Bapak tersenyum sambil mengelus-elus kepalaku. Sebuah
cerita lama. Aku merasa niatku sudah bulat. Aku tahu apa yang harus aku katakan
kepada bapak. Aku berdiri dan keluar dari kamar.
“Bapak...” panggilku sambil berjalan ke arah bapak
yang sedang duduk di teras depan ditemani secangkir kopi.
“Ada apa?”
“Ibu sudah setuju dengan niat kepergian Arya. Apa bapak
tidak setuju juga?” tanyaku terang-terangan. İbu yang mendengar perkataanku pun
menoleh ke arahku. Ada kernyitan di kulit dahinya.
“Apa benar bu?” teriak bapak.
“Tanya saja
jokomu itu pak...” sahut bunda dari kejauhan.
“Ibu sendiri tadi yang bilang, kalau Arya memang
sudah bertekat bulat ya ibu manut saja.” Bunda yang mendengar jawabanku kini
tersenyum.
“Pak, bukannya bapak sendiri yang menyuruh Arya
untuk jadi orang pintar?”
“Iya. Tapi kan tidak harus di luar negri.”
“Ada beasiswa pak. Arya sudah mendapatkan panggilan
untuk wawancara. Tinggal mendapat restu bapak saja.” ungkapku lagi.
“Restu gusti Allah tidak perlu?”
“Kan restu orang tua juga restu gusti Allah pak. Setidaknya
bapak dan ibu tidak terbebani dengan biaya kuliah jika Arya jadi orang pintar
disini. Biar biaya itu diberikan kepada adik-adik saja.”

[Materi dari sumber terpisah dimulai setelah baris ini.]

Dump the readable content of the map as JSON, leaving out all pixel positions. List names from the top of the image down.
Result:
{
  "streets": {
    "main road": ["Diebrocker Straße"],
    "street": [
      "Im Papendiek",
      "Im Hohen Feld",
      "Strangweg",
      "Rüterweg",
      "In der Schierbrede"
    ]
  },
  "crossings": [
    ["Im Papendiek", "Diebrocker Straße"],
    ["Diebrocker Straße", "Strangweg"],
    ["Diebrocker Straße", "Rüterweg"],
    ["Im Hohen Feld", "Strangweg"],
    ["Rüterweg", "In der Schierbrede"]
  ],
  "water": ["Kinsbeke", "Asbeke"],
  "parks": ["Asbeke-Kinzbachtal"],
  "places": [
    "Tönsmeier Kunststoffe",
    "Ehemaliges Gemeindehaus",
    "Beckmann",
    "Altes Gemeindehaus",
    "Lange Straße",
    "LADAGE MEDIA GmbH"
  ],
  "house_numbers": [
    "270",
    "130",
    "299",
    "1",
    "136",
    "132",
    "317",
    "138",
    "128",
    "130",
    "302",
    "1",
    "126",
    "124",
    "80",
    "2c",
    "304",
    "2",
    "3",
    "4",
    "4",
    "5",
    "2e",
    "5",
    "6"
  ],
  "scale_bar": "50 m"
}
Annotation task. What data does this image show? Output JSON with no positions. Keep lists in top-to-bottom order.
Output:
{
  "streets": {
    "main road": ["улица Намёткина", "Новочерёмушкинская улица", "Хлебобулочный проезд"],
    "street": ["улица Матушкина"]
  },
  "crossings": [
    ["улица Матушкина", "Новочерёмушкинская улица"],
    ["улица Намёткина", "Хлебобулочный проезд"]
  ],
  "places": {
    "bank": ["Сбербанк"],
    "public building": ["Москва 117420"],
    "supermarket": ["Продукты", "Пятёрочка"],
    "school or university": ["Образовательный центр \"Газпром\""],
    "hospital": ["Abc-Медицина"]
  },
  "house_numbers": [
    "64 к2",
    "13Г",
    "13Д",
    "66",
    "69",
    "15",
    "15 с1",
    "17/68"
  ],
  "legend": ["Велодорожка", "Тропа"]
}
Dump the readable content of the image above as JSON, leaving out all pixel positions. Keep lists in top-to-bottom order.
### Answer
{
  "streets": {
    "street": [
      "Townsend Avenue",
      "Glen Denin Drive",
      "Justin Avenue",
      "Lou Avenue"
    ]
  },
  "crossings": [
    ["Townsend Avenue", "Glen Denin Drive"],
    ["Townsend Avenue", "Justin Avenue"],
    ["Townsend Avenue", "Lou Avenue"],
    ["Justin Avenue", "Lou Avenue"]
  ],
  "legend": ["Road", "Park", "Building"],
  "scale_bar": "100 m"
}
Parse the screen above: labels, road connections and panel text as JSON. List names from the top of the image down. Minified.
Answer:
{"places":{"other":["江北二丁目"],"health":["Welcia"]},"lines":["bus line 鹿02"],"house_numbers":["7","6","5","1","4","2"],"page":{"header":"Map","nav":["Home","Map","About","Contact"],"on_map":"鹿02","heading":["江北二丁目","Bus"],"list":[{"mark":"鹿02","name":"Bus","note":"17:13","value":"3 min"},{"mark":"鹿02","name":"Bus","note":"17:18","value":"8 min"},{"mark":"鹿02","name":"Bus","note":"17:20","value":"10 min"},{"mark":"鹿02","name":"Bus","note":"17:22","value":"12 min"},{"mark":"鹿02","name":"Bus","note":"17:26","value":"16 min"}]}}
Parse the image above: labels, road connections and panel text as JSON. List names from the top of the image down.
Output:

“Yasudah.” Kata bapak singkat.
“Yasudah apa pak?”
“Yasudah berangkato
kono.”
Air mataku tak terasa telah menetes. Malas yang
bergelantungan di punggung tubuhku kini sudah mulai berjatuhan. Badanku terasa
lebih ringan. Aku lalu bangun dan mendekati jendela kamarku. Korden yang menghalangi
cahaya matahari masuk pun aku buka. Alangkah bodohnya aku, menyia-nyiakan hari
yang cerah seperti ini, ucapku dalam hati. Jendela pun kubuka, ada angin segar
yang masuk ke dalam ruanganku. Udara pengap yang menyelimuti kamar kini
perlahan berganti dengan angin segar.
Aku melihat ke meja belajarku. Ada foto bunda, bapak,
adik-adik dan rumah kami yang sederhana.
Barang-barang sudah dikemas semua. Hari ini aku
berangkat. Dua kardus dengan isi bekal makanan menurutku hanya membuat beban
berat saja.
“Ibu sudah dibilang tidak usah bawa makanan
banyak-banyak kok,”protesku.
“Disana tidak ada makanan Indonesia nak,” jawab
bunda sambil mengikatkan tali rapia di kardus itu.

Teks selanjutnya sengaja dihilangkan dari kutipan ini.